Posted on: 12.04.2019
You can’t do great work without great people, and in many parts of the PR and marketing industry, the right talent is increasingly hard to come by. With skills shortages jeopardising everything from the delivery of particular campaigns to even the sustainability of whole business models, our founder and CEO Alice Weightman discusses the strategies that can help leaders in communications stay one step ahead in the talent wars…
Talent is a perennial concern for CEOs in the PR/marketing/public affairs space. It affects the industry at both a micro level – getting the right people in place, when you need them – and at a macro level, leading to upward pressure on wages that erodes bottom lines and makes survival a challenge. And, of course, with Brexit looming (at least at the time of writing), we are facing another great unknown that could lead to attrition of talent from the industry. These are challenging times, but there are several things businesses can do in order to make finding – and keeping – talent easier.
So often agency websites are sales-focussed i.e. geared toward winning new clients. However, you can’t service these clients without the right talent so of equal importance is selling yourself to prospective new hires. A dull page just asking people to send in their CVs won’t cut it anymore; use your website as your shop window and make sure it is clear why the best candidates should want to come and work for you and what makes you stand out from the competition.

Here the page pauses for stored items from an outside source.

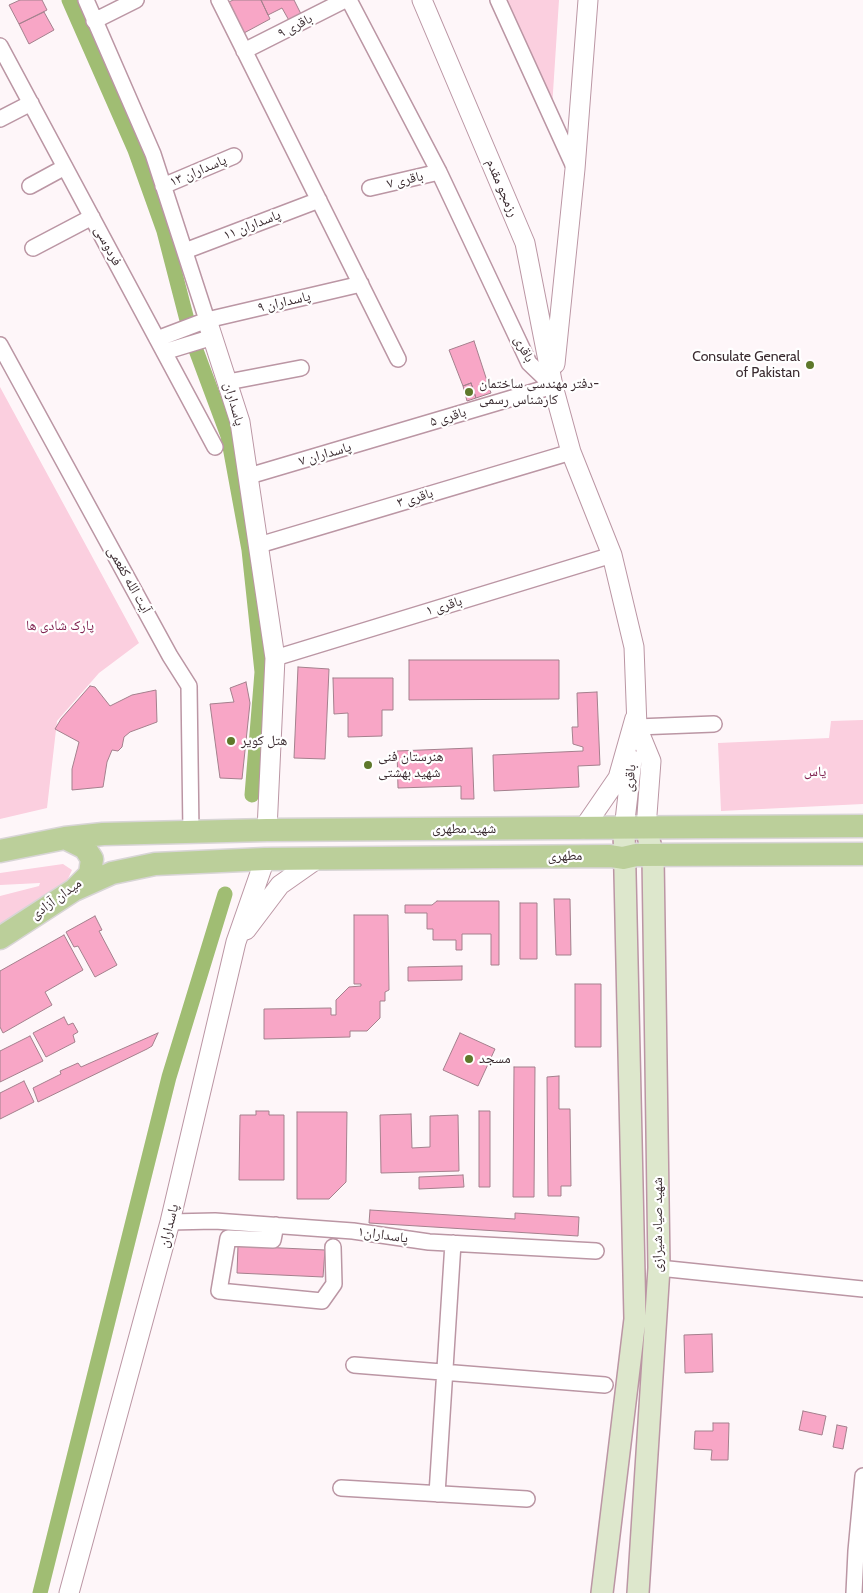 <!DOCTYPE html>
<meta charset="utf-8">
<style>
body{margin:0}
canvas{display:block;background:#fef6f9}
</style>
<canvas width="863" height="1593"></canvas>
<script>
const ctx = document.querySelector('canvas').getContext('2d');
ctx.lineJoin = 'round';
function fill(path, color) {
  ctx.fillStyle = color;
  ctx.fill(path, 'evenodd');
}
function toPath(rows) {
  const path = new Path2D();
  for (const r of rows) {
    path.moveTo(r[0], r[1]);
    for (let i = 2; i < r.length; i += 2) path.lineTo(r[i], r[i + 1]);
  }
  return path;
}
function trace(path, color, width, dash) {
  ctx.strokeStyle = color;
  ctx.lineWidth = width;
  ctx.lineCap = dash ? 'butt' : 'round';
  ctx.setLineDash(dash || []);
  ctx.stroke(path);
}
function write(font, color, halo, rows, align = 'center') {
  ctx.font = font + ' Cabin,"Noto Naskh Arabic",sans-serif';
  ctx.lineWidth = 4.5;
  ctx.setLineDash([]);
  ctx.textBaseline = 'middle';
  ctx.strokeStyle = halo;
  ctx.fillStyle = color;
  for (const [text, x, y, turn = 0] of rows) {
    ctx.save();
    ctx.translate(x, y);
    ctx.rotate((+turn || 0) * Math.PI / 180);
    ctx.textAlign = isNaN(turn) ? turn : align;
    if (halo) ctx.strokeText(text, 0, 0);
    ctx.fillText(text, 0, 0);
    ctx.restore();
  }
}
const green = toPath([
 [506,0,559,0,551,123],
 [0,387,139,643,99,673,57,721,47,808,0,819],
 [863,720,863,804,721,811,718,743,829,738,831,721],
 [63,864,72,870,67,881,0,924,0,896,39,886,40,883,0,885,0,873]
]);
const canal = toPath([
 [69,0,135,150,164,231,187,320],
 [190,334,228,436,249,550,262,672,252,795],
 [40,1593,169,1077,225,894]
]);
const building = toPath([
 [20,0,42,0,47,10,19,24,9,5,20,0],
 [233,0,261,0,270,19,244,33,229,2,233,0],
 [261,0,294,0,303,18,291,24,282,8,268,15,261,0],
 [44,12,54,30,29,44,19,24,44,12],
 [474,341,491,393,476,398,471,383,463,386,449,350,474,341],
 [471,383,476,398,467,401,463,386,471,383],
 [409,660,559,660,559,699,409,700,409,660],
 [298,667,329,669,325,759,294,758,298,667],
 [333,678,393,678,393,710,382,710,382,736,348,737,348,713,334,714,333,678],
 [246,682,250,703,242,779,220,778,210,704,234,702,230,688,246,682],
 [90,686,95,687,110,706,132,695,156,690,157,722,130,732,124,737,122,747,118,751,112,750,107,762,103,787,72,790,72,769,79,742,55,729,61,719,90,686],
 [597,692,600,765,578,766,579,787,494,791,493,755,583,751,583,747,573,744,572,727,578,727,577,693,597,692],
 [472,748,474,799,461,799,461,786,398,788,397,751,472,748],
 [554,899,570,899,571,955,556,955,554,899],
 [437,901,499,901,499,965,491,965,491,934,462,934,462,950,456,950,456,940,433,940,433,929,427,929,427,913,405,913,405,905,432,905,437,901],
 [520,903,537,903,537,959,520,959,520,903],
 [354,915,388,915,389,990,385,992,385,1001,380,1001,380,1018,367,1031,350,1031,350,1037,264,1039,264,1009,331,1008,331,1015,336,1015,336,1000,349,987,361,986,361,984,354,984,354,915],
 [95,916,102,930,99,931,117,965,95,977,78,946,74,947,66,932,95,916],
 [64,935,83,970,45,992,52,1005,3,1033,0,1027,0,971,64,935],
 [462,966,462,980,408,981,408,967,462,966],
 [575,984,601,984,601,1047,575,1047,575,984],
 [64,1017,68,1025,73,1023,78,1032,73,1035,75,1042,46,1057,33,1033,64,1017],
 [158,1033,152,1046,147,1049,38,1102,33,1088,61,1074,60,1071,78,1063,81,1067,158,1033],
 [460,1033,495,1049,478,1086,443,1070,460,1033],
 [30,1036,43,1061,0,1082,0,1051,30,1036],
 [514,1067,535,1067,534,1197,513,1197,514,1067],
 [559,1076,559,1109,570,1109,571,1186,561,1186,561,1196,548,1196,547,1077,559,1076],
 [24,1081,34,1102,0,1119,0,1093,24,1081],
 [256,1111,269,1111,269,1115,284,1115,284,1180,239,1180,240,1115,256,1115,256,1111],
 [479,1111,490,1111,490,1187,479,1187,479,1111],
 [297,1112,347,1112,346,1182,329,1199,297,1199,297,1112],
 [411,1114,412,1148,430,1147,430,1116,458,1115,459,1171,381,1173,380,1115,411,1114],
 [463,1175,464,1187,419,1189,419,1177,463,1175],
 [370,1210,515,1219,515,1213,579,1217,578,1236,369,1223,370,1210],
 [238,1246,325,1250,323,1277,237,1273,238,1246],
 [712,1334,713,1372,685,1373,684,1335,712,1334],
 [803,1411,826,1416,822,1435,799,1430,803,1411],
 [713,1423,729,1423,728,1460,711,1460,712,1450,694,1449,695,1431,713,1431,713,1423],
 [837,1425,847,1427,843,1449,833,1447,837,1425]
]);
const minor = toPath([
 [86,0,153,154,207,320],
 [219,0,398,359],
 [498,0,575,169],
 [94,21,136,0],
 [0,46,215,447],
 [244,51,345,0],
 [0,119,31,103],
 [30,186,65,167],
 [163,186,234,156],
 [370,188,439,172],
 [33,248,92,217],
 [185,251,319,200],
 [157,339,207,320,361,284],
 [0,345,170,656,189,686,191,833],
 [164,352,213,337],
 [228,382,301,368],
 [249,476,553,386,529,363,439,172,349,0],
 [259,545,571,452],
 [275,658,612,555],
 [637,727,714,724],
 [170,1222,215,1221,353,1231,429,1242,596,1251],
 [276,1225,273,1240,228,1238,219,1291,322,1301,334,1284,333,1247],
 [659,1268,863,1289],
 [354,1365,605,1385],
 [341,1488,527,1499],
 [437,1494,453,1243],
 [854,1593,856,1551,863,1476]
]);
const tertiary = toPath([
 [422,0,525,243,553,386,571,452,612,555,634,647,637,727,651,761,646,828],
 [207,320,240,422,275,658,267,830],
 [555,364,575,169,588,0],
 [583,829,618,778,635,718],
 [624,829,632,760],
 [246,930,280,885,317,859],
 [69,1593,170,1222,236,942,265,859]
]);
const secondary = toPath([
 [602,1593,635,1319,624,829],
 [638,1593,659,1268,653,856,646,828]
]);
const primary = toPath([
 [0,851,65,838,103,834,267,830,863,826],
 [74,890,112,873,155,864,265,859,610,856,623,858,636,855,863,854],
 [0,938,74,890,90,874,92,859,85,848,65,838]
]);
const markers = [
 [810,365,5,"#5e782b"],
 [469,392,5,"#5e782b"],
 [231,741,5,"#5e782b"],
 [368,765,5,"#5e782b"],
 [469,1059,5,"#5e782b"]
];
const streetNames = [
 ["باقری ۹",295,26,-27],
 ["پاسداران ۱۳",198,171,-23],
 ["باقری ۷",405,180,-13],
 ["رزمجو مقدم",502,188,67],
 ["پاسداران ۱۱",252,225,-21],
 ["فردوسی",108,246,62],
 ["پاسداران ۹",284,302,-13],
 ["باقری",524,349,62],
 ["پاسداران",234,404,74],
 ["باقری ۵",448,417,-17],
 ["پاسداران ۷",325,454,-16],
 ["باقری ۳",415,498,-17],
 ["آیت الله کفعمی",129,580,61],
 ["باقری ۱",444,606,-17],
 ["باقری",630,778,-83],
 ["شهید مطهری",464,829],
 ["مطهری",565,856,-1],
 ["میدان آزادی",56,899,-36],
 ["شهید صیاد شیرازی",658,1225,-90],
 ["پاسداران",169,1226,-76],
 ["پاسداران۱",383,1235,8]
];
const poiNames = [
 ["Consulate General",800,357,"right"],
 ["of Pakistan",800,373,"right"],
 ["دفتر مهندسی ساختمان-",479,384],
 ["کارشناس رسمی",479,400],
 ["هتل کویر",241,741],
 ["هنرستان فنی",378,757],
 ["شهید بهشتی",378,773],
 ["مسجد",479,1059]
];
const parkNames = [
 ["پارک شادی ها",60,626],
 ["یاس",815,772]
];
fill(green, '#fbcfdf');
trace(canal, '#a0bd73', 15);
fill(building, '#f8a6c6');
trace(building, '#a4808d', 1);
trace(minor, '#bb96a4', 18);
trace(tertiary, '#bb96a4', 21);
trace(secondary, '#bb96a4', 24);
trace(primary, '#d8d5d6', 25);
trace(minor, '#fff', 15);
trace(tertiary, '#fff', 19);
trace(secondary, '#dde7cc', 21);
trace(primary, '#bbcf9a', 22);
for (const [x, y, r, color] of markers) {
  const dot = new Path2D();
  dot.arc(x, y, r, 0, 2 * Math.PI);
  ctx.fillStyle = color;
  ctx.fill(dot);
  trace(dot, '#fff', 2);
}
write('14px', '#3a2b30', '#fff', streetNames);
write('14px', '#3a2b30', '#fff', poiNames, 'left');
write('14px', '#802351', '#fff', parkNames);
</script> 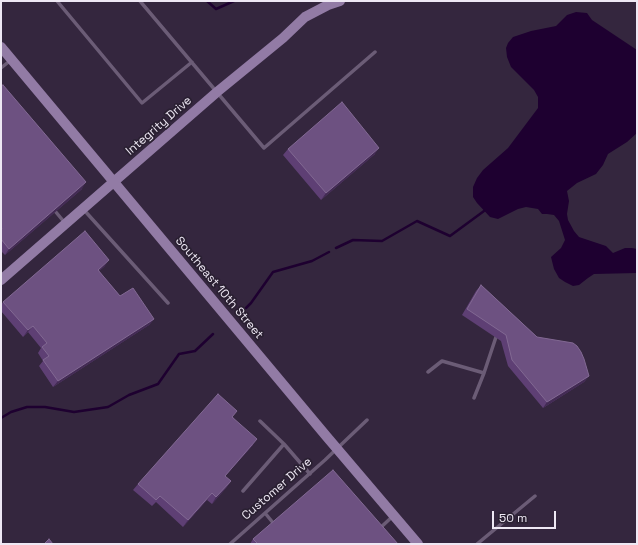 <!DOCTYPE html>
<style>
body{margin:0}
#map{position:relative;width:638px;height:545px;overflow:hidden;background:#2a2032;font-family:"Space Grotesk",sans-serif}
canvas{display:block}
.frame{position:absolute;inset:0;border:2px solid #eee8f4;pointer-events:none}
.scale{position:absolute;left:492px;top:511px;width:64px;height:18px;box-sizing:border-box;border:2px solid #eee8f4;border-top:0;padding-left:5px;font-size:12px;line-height:14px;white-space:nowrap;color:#eee8f4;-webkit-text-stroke:3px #2a2032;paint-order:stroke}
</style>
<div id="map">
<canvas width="638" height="545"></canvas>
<div class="frame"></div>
<div class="scale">50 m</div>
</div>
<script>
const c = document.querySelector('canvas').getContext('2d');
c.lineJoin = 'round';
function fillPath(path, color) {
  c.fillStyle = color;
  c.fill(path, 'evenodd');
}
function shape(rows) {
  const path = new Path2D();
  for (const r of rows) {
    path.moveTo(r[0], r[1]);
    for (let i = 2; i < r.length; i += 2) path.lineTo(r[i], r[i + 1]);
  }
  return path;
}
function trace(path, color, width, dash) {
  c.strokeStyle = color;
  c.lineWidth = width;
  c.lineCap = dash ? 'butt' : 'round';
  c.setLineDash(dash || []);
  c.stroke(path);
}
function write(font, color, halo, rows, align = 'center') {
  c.font = font + ' "Space Grotesk",sans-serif';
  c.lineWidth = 3.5;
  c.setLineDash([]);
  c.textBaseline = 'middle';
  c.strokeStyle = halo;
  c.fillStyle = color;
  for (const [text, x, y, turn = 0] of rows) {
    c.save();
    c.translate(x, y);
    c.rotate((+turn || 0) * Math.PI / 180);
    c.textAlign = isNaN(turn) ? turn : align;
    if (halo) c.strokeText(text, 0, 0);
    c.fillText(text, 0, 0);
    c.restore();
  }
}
fillPath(shape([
 [1,1,637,1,637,544,1,544]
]), '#34263e');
fillPath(shape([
 [576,12,587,13,592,20,637,50,637,133,627,142,608,154,603,165,596,174,577,183,567,191,569,201,567,214,568,220,574,231,579,237,606,246,613,253,625,248,632,248,637,249,637,273,594,274,588,278,579,285,573,286,565,282,559,278,554,269,551,257,561,248,565,240,559,221,554,215,547,214,542,214,538,209,526,207,518,209,498,219,490,217,477,203,473,197,473,187,477,178,483,170,508,148,538,108,538,97,534,90,511,67,507,57,506,48,508,43,513,37,531,31,556,26,567,15]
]), '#1e0030');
trace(shape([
 [207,1,216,9,234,1],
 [336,248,353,240,382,241,417,221,450,236,484,211],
 [246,308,251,303,273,272,312,261,329,252],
 [1,418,11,412,27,407,45,407,74,412,108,407,129,395,158,384,179,354,195,351,213,334]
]), '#1e0030', 2.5);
trace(shape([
 [57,1,142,103,192,62],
 [140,1,264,148,375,52],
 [1,68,11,60],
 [84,210,168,303],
 [55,211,65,223],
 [428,372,442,361,484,373,496,337],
 [474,398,484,373],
 [260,421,284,444],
 [243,491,284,444,310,474],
 [265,513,274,524],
 [379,529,393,516],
 [230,544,325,460,367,420],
 [477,544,535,496]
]), '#6b5c76', 3.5);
trace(shape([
 [1,47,327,437,418,544],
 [1,280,217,92,283,38,305,17,328,5,340,1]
]), '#927ba5', 10);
fillPath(shape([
 [1,86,82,189,5,255,1,251],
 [288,149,375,154,321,200,283,155],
 [105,266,99,271,120,296,154,319,149,325,53,387,39,366,43,361,38,353,41,348,28,332,23,337,1,311,1,305,3,302],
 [481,285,537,337,589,376,584,382,543,408,508,366,501,341,462,315,476,291],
 [233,417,253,445,225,476,231,481,226,488,212,504,207,500,183,527,156,502,152,506,133,490,138,484],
 [253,539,398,544,250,544]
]), '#5e3f74');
fillPath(shape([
 [379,148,375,154,321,200,326,193],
 [86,182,82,189,5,255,9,249],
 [109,260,105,266,93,276,98,270],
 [154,319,149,325,53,387,58,381],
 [33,326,28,332,23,337,28,330],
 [589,376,584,382,543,408,547,402],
 [257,439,253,445,220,482,225,476],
 [231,481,226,488,212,504,216,497],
 [212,493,207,500,183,527,188,520]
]), '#432b54');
const building = shape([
 [3,85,86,182,9,249,1,239,1,230,2,229,1,227,1,86,3,85],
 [342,102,379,148,326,193,288,149,342,102],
 [85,231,109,260,98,270,120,296,133,288,154,319,58,381,43,360,49,356,42,347,47,343,33,326,28,330,3,302,85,231],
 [481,285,537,337,573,343,577,346,581,352,584,359,589,376,547,402,512,360,506,335,467,309,481,285],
 [218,394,237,411,232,417,257,439,225,476,231,481,216,497,212,493,188,520,160,496,156,500,138,484,218,394],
 [333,470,398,544,258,544,253,539,333,470],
 [49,539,53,544,44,544,49,539]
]);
fillPath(building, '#6d5181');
trace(building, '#826993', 1);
write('12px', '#eee8f4', '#2a2032', [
 ["Integrity Drive",159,126,-41],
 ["Southeast 10th Street",219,288,50],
 ["Customer Drive",277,489,-41]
]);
</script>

This takes time and effort but building a talent pipeline long before you actually need that talent within the business really does pay dividends. Liaising with potential hires on an ongoing basis, building warm contacts and doing the soft sell over a longer period of time can mean that when you do need talent, much of the relationship-building is already done and great candidates are already half way to joining you. If you do not have the capacity to do this in-house, a good head-hunter will be able to ensure that the right conversations are happening.
This is a candidate-led market and that means that many comms businesses should be re-framing how they see the interview process. Power has shifted towards candidates and star hires (and sometimes even their less impressive peers) know that they can rely on offers from several agencies, and play them off against each other to ensure they get the best possible salary. In these market conditions, seeing the interview process as merely a chance for employees to sell themselves to you won’t work. Equally important is selling your organisation to them.
Technology means that we simply don’t all need to work in the same office, in the same city at the same time. So one way businesses can tackle their skills shortages is by using technology to broaden their talent pool geographically, whether that means recruiting outside of London or even enabling employees affected by Brexit to carry on working remotely from another country.
Similarly, ‘returnships’ can help businesses gain access to latent talent by reintroducing those who have been out of the workforce due to caring responsibilities, while breaking up roles into new, part time positions can help widen the pool to include senior talent only in the market for non-FT roles.
Parallel recruitment – that is recruiting from complementary industries – can also pay dividends in the long run. Indeed, we have just introduced a new service called Parallel People that helps businesses do just that.
Some businesses shy away from hiring freelance talent for fear it will be too expensive, but actually, freelancers can often prove better value than employed talent. Often, they’ll be senior-level professionals who are very much ‘a safe pair of hands’, with the ability to carry out work much more quickly (and effectively) than more junior in-house colleagues, meaning they actually prove more cost-effective. Platforms dedicated to finding, managing and paying freelancers, such as our sister company The Work Crowd can make the whole process of building and managing a freelance talent pool so much easier.
There’s an old saying: “Buy cheap, buy twice” and certainly a bad hire can end up costing your business more in the long run. In fact, some estimates place the long-term cost of hiring the wrong person at around three times that person’s salary. When interviewing, don’t just take a transactional view of whether this person can more or less plug a current gap in your business. Instead, assess them on cultural fit, values, ethics – it’s these things that will help glue your business to the right people in the long term.